→ Stored data entries
- - - - - - -
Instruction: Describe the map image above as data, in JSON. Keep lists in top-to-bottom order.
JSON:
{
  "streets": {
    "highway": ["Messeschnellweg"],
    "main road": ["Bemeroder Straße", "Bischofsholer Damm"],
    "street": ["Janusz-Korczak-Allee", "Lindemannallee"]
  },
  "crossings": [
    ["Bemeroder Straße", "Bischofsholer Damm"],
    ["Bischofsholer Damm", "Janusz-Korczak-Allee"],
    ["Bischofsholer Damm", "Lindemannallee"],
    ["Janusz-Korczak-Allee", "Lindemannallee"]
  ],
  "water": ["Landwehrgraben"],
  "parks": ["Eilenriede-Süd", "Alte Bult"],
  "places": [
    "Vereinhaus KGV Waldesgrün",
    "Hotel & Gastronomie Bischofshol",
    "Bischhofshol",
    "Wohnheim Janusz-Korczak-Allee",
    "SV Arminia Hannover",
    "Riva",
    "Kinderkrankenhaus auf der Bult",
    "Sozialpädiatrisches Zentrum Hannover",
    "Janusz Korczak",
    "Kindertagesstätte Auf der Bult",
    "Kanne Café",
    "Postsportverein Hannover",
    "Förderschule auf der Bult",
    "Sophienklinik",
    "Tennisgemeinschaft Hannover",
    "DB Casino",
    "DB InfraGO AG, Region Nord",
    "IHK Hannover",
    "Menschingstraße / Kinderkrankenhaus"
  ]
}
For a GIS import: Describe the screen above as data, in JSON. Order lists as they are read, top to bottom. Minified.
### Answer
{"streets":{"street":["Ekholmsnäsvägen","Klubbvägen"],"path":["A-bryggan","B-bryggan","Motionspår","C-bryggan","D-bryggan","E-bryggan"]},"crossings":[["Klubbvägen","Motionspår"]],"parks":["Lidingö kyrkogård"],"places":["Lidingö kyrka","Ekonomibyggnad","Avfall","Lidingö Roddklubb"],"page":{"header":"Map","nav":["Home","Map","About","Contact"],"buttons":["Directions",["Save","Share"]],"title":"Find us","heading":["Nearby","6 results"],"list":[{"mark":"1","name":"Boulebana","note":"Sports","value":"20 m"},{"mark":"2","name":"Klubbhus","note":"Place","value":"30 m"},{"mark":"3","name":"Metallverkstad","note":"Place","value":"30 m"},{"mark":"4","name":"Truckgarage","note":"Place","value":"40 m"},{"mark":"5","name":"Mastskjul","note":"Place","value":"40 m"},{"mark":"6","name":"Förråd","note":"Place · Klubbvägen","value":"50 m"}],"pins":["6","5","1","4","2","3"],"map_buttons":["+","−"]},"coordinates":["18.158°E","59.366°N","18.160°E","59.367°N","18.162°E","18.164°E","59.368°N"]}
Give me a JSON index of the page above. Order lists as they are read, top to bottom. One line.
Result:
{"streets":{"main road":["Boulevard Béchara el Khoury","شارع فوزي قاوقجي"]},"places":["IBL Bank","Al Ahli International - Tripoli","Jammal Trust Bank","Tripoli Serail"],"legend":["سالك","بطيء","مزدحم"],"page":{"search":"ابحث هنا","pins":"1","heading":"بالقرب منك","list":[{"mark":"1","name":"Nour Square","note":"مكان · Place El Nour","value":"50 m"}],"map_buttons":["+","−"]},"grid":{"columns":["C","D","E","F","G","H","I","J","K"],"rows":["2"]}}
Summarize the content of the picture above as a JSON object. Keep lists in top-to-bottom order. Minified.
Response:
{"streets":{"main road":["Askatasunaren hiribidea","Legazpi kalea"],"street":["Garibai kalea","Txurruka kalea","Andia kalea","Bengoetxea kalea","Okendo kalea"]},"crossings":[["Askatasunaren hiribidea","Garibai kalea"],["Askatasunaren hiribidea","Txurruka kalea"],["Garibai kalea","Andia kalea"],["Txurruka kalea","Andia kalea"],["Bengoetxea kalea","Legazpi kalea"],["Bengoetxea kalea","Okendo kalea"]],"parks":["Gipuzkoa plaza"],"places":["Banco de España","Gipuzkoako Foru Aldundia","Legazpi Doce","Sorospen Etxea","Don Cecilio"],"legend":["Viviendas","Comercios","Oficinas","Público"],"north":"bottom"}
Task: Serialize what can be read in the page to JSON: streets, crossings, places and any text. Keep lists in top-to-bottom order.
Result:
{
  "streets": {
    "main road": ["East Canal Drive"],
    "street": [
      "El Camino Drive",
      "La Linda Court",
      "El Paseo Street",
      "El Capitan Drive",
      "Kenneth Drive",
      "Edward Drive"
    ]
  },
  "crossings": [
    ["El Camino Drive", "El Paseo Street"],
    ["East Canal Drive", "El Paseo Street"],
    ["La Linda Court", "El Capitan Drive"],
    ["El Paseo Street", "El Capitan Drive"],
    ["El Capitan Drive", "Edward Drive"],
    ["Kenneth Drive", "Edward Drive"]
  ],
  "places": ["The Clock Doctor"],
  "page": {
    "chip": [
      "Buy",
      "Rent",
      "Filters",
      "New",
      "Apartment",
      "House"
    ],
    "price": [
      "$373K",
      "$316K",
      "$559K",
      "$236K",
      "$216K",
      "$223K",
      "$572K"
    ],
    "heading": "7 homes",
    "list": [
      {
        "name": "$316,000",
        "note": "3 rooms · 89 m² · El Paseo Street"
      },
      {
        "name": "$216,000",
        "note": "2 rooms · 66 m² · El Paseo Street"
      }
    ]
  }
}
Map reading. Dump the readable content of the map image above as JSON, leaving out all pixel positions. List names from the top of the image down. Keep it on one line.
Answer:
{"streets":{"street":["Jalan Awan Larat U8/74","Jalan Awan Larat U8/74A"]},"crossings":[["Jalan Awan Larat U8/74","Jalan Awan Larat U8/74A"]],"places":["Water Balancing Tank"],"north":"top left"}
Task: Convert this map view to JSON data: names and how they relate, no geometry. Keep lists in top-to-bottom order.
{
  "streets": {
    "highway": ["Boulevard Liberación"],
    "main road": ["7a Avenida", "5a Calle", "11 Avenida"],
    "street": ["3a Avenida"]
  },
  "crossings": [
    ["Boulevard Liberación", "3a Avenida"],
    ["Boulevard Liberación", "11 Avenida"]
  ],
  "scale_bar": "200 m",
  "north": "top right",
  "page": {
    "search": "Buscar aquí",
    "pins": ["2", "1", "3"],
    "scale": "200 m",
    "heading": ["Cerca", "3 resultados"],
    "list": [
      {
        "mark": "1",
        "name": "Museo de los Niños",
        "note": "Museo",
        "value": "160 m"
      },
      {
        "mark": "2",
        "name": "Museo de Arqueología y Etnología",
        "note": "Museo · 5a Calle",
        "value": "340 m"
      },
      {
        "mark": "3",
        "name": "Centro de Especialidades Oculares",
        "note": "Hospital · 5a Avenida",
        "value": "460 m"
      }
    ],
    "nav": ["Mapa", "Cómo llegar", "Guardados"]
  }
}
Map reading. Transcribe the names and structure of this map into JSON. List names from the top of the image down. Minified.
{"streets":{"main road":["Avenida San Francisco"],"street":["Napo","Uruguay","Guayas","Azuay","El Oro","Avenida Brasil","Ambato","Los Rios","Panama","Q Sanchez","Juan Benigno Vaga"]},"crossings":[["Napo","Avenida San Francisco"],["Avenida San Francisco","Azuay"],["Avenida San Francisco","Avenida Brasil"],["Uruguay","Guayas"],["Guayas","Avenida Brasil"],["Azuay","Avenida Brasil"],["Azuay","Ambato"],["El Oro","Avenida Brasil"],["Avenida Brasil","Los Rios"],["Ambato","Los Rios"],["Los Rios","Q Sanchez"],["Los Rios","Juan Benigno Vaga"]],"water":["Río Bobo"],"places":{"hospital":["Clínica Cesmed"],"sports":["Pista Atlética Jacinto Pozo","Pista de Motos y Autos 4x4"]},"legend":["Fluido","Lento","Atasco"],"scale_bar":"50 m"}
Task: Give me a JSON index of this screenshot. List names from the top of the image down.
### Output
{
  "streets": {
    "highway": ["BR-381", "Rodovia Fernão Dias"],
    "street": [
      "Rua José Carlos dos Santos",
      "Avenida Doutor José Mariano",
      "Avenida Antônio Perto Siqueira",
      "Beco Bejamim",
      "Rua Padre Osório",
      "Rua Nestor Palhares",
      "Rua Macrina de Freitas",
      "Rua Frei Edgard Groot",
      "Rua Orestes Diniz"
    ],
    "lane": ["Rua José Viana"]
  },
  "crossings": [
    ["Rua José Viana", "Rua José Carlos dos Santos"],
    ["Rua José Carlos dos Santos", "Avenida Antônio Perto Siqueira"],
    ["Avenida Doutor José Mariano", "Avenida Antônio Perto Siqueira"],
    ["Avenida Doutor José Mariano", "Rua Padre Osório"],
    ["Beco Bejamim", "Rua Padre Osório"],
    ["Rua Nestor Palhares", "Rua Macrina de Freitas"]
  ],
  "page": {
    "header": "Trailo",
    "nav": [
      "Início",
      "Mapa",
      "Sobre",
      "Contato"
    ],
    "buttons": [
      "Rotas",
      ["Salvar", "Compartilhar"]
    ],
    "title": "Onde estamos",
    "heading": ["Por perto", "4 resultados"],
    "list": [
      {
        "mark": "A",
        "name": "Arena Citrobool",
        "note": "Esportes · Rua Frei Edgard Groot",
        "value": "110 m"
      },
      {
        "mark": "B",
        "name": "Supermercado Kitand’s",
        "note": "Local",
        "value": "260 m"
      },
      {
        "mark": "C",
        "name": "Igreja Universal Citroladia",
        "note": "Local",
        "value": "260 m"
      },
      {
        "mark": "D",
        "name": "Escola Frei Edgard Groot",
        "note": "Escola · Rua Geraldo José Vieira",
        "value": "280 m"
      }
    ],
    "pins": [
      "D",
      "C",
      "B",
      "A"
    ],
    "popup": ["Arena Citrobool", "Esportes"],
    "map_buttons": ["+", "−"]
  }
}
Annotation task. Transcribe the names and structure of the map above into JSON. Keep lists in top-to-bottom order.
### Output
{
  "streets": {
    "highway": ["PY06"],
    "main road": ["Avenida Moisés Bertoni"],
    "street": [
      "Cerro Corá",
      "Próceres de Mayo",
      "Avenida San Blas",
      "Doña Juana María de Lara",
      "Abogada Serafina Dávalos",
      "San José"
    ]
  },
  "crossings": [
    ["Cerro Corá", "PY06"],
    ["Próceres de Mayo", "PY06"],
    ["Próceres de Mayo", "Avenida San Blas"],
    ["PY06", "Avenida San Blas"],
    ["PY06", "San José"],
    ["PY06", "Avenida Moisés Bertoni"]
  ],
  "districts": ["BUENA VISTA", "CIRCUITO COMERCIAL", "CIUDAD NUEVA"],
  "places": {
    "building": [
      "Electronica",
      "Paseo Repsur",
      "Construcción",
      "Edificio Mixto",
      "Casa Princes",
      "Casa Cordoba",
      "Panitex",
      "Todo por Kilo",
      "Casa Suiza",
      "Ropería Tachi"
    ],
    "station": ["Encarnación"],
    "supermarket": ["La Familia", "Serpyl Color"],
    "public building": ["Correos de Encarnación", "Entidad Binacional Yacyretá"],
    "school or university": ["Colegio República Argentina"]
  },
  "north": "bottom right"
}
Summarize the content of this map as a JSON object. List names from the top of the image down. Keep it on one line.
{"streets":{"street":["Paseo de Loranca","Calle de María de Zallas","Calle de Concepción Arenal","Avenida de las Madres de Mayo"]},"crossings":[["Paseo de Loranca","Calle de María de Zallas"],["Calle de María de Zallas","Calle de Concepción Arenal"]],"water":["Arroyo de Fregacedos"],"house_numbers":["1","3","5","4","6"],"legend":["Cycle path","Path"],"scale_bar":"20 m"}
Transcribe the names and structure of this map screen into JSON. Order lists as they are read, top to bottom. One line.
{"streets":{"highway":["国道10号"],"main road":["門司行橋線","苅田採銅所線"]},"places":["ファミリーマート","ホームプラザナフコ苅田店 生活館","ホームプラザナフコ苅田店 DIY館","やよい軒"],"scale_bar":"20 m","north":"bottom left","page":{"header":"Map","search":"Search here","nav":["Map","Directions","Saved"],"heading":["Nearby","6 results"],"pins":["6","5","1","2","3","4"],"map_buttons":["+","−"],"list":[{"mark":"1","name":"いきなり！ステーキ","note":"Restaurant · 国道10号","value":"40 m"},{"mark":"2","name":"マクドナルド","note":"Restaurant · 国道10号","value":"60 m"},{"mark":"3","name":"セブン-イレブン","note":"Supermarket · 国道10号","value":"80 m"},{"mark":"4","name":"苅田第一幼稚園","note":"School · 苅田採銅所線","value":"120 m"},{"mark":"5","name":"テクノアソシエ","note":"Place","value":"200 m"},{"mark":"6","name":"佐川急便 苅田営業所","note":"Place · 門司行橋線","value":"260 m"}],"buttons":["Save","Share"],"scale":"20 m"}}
- - - - - - -
→ Requirement
Set down nothing but the lines from the one containing "Transcribe the names and structure of this map screen" through the final line above, exactly as written.

→ Solution for this task
Transcribe the names and structure of this map screen into JSON. Order lists as they are read, top to bottom. One line.
{"streets":{"highway":["国道10号"],"main road":["門司行橋線","苅田採銅所線"]},"places":["ファミリーマート","ホームプラザナフコ苅田店 生活館","ホームプラザナフコ苅田店 DIY館","やよい軒"],"scale_bar":"20 m","north":"bottom left","page":{"header":"Map","search":"Search here","nav":["Map","Directions","Saved"],"heading":["Nearby","6 results"],"pins":["6","5","1","2","3","4"],"map_buttons":["+","−"],"list":[{"mark":"1","name":"いきなり！ステーキ","note":"Restaurant · 国道10号","value":"40 m"},{"mark":"2","name":"マクドナルド","note":"Restaurant · 国道10号","value":"60 m"},{"mark":"3","name":"セブン-イレブン","note":"Supermarket · 国道10号","value":"80 m"},{"mark":"4","name":"苅田第一幼稚園","note":"School · 苅田採銅所線","value":"120 m"},{"mark":"5","name":"テクノアソシエ","note":"Place","value":"200 m"},{"mark":"6","name":"佐川急便 苅田営業所","note":"Place · 門司行橋線","value":"260 m"}],"buttons":["Save","Share"],"scale":"20 m"}}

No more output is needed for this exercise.